If I reinstall FreeBSD on my laptop, or if I buy a new laptop and reinstall, I want to have them.


I needed *Case 1* recently on my laptop to switch from UFS to ZFS. I would need *Case 1* if I need to automate the installation of a server...just to apply it on other machines.

Thank you!


----------



## wblock@ (Jan 18, 2013)

choosy23 said:
			
		

> Thank you for your answer. So then /etc contents is very specific depending on the version of FreeBSD, on the options chosen during install, on the machine, and on further configurations or updates of the system. But then why I do hear often "backup your /etc" ?



There are several things in /etc.  Some are user-configured settings.  But there are also the rc scripts, for instance, which change from release to release.  In fact, they change fairly frequently on the -STABLE branches.  If you just copy all of an old /etc over the new version, the old scripts will overwrite the current ones.



> So I'm thinking then the right solution is to keep whatever configurations/customizations in a script of some sort that applies then the customizations on the fresh system.

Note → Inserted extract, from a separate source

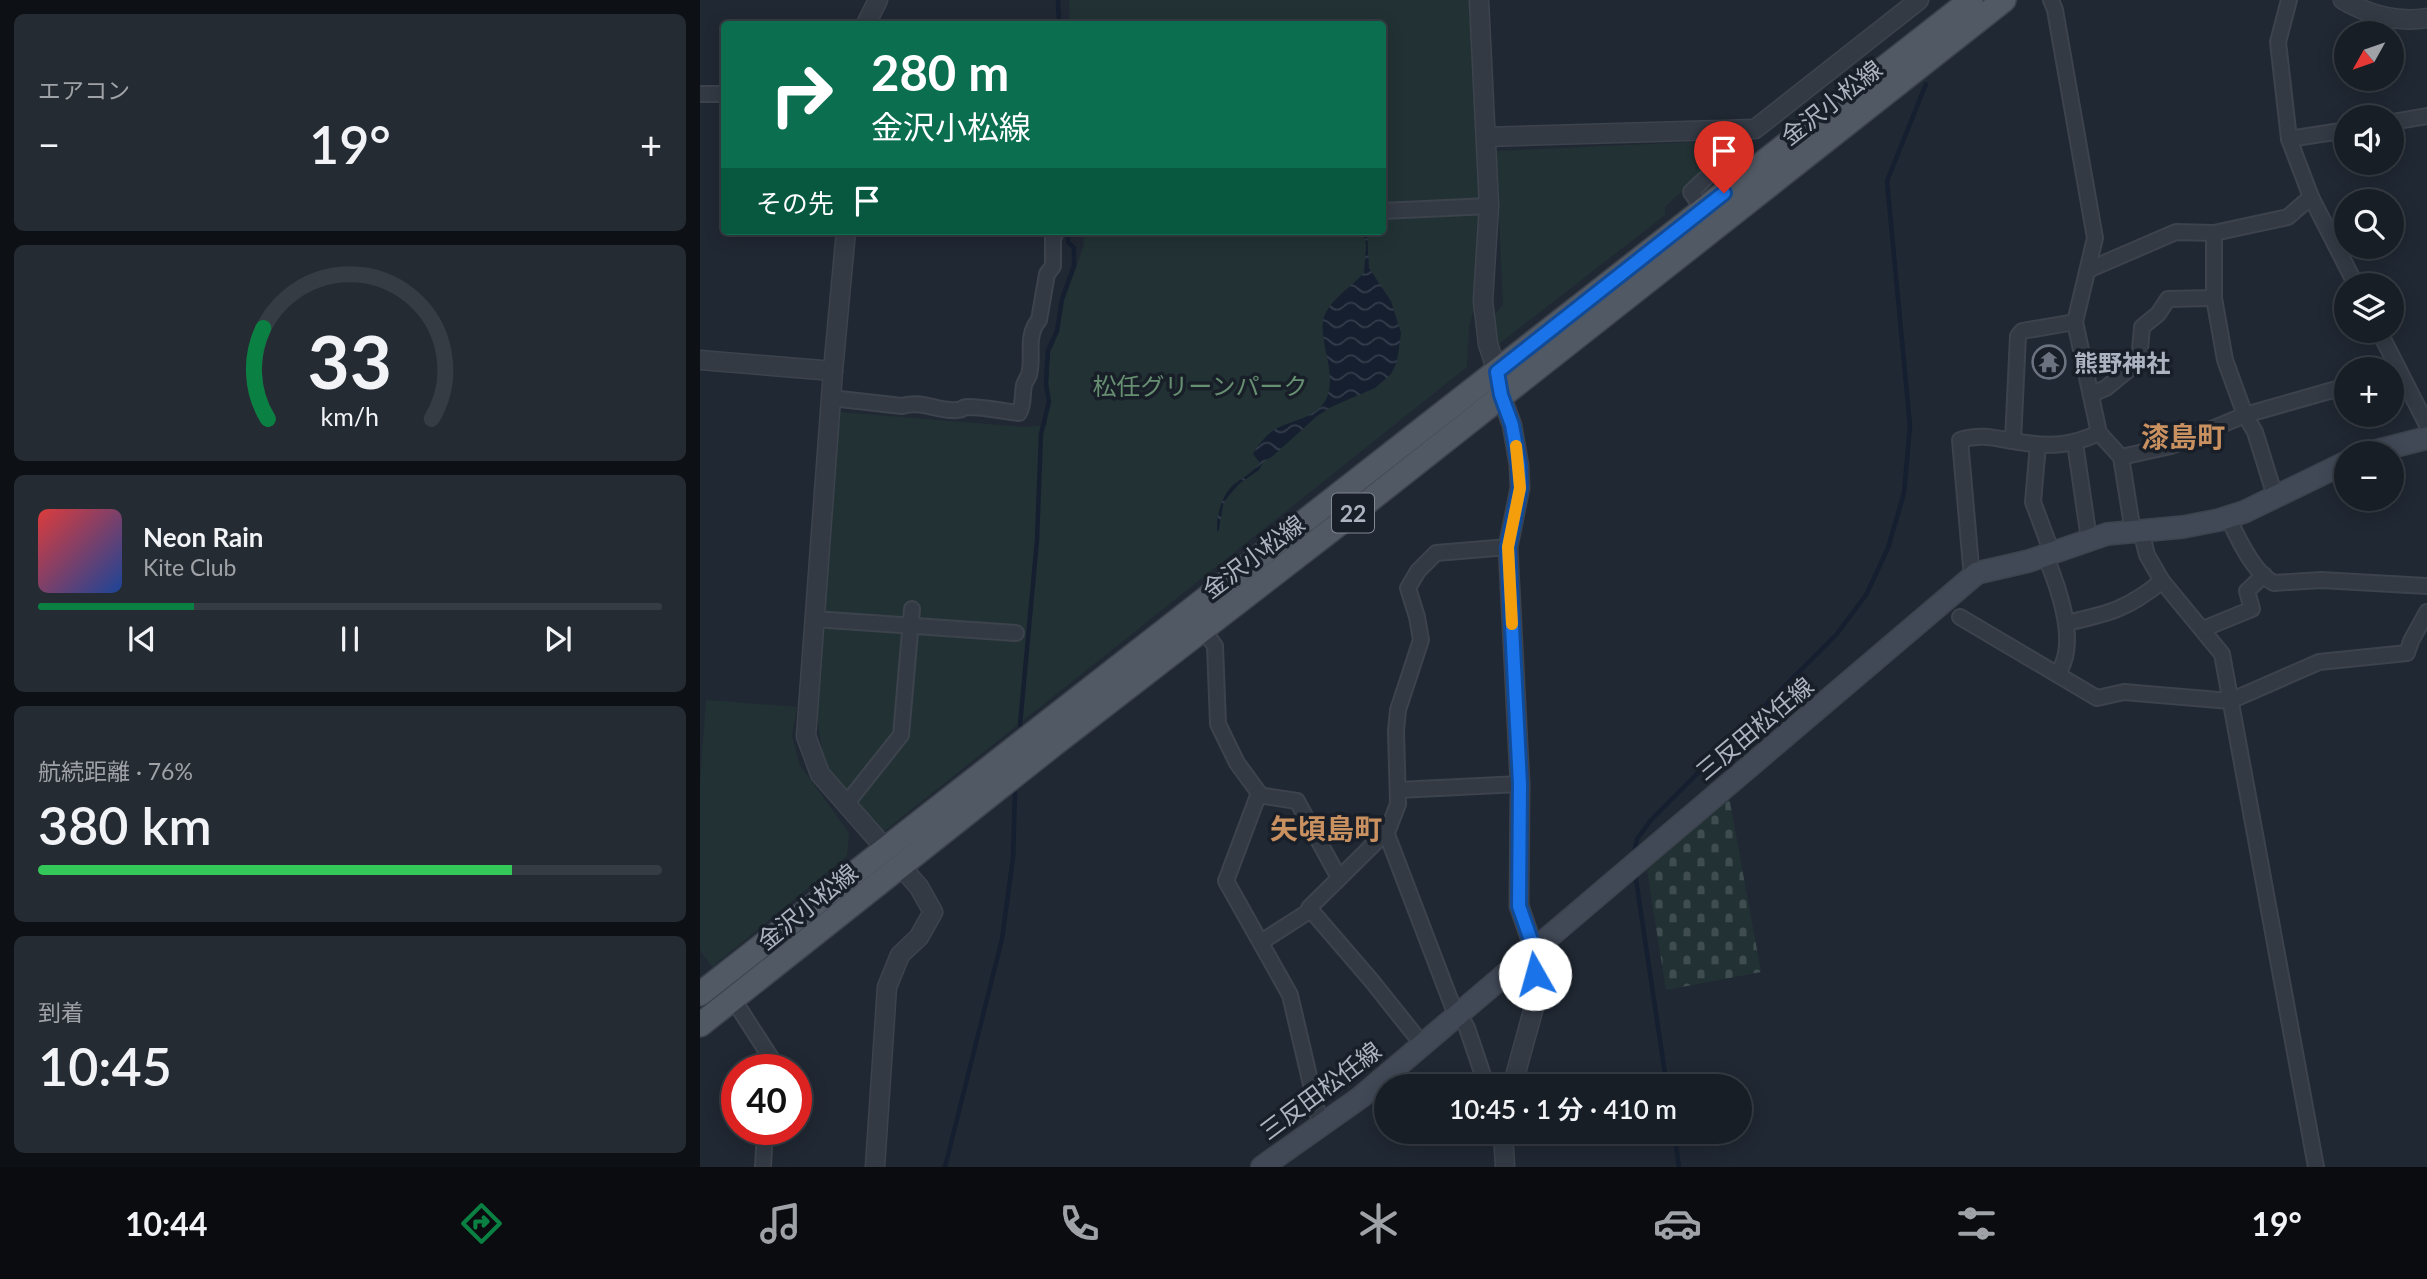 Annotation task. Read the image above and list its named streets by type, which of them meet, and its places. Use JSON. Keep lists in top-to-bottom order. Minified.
{"streets":{"main road":["金沢小松線","22","三反田松任線"]},"districts":["漆島町","矢頃島町"],"parks":["松任グリーンパーク"],"places":{"temple":["熊野神社"]},"north":"bottom left","page":{"tile":["エアコン",["航続距離 · 76%","380 km"],["到着","10:45"]],"map_buttons":["+","−"],"turn":["280 m","金沢小松線"],"heat":["−","19°","+"],"then":"その先","song":["Neon Rain","Kite Club"],"limit":"40","trip":"10:45 · 1 分 · 410 m","tabs":["10:44","19°"],"gauge":["33","km/h"]}}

That would work.  When setting up a new system, I often have a copy of the old /etc available to copy and integrate changes.  When I change a file in /etc, or /usr/local/etc, or anywhere, really, I put in a comment with my initials.  So I can find files that I changed with grep(1).

Some people have much nicer methods, like using devel/subversion.  With a revision control system like that, you can even roll back changes, or see what changed previously.  And there are automated systems like sysutils/cfengine and sysutils/puppet.  It depends on what you need, and how often.



> I needed *Case 1* recently on my laptop to switch from UFS to ZFS. I would need *Case 1* if I need to automate the installation of a server...just to apply it on other machines.



Oh, that makes sense.  Another way to do that would be to back up, do a minimal ZFS install, and then restore over that system.


----------



## choosy23 (Jan 18, 2013)

Thank you for your answer, *wblock@*. I now have the solutions to handle this problem from simple to complex. And a better understanding of why /etc should not be blindly replaced with a backed-up one.


----------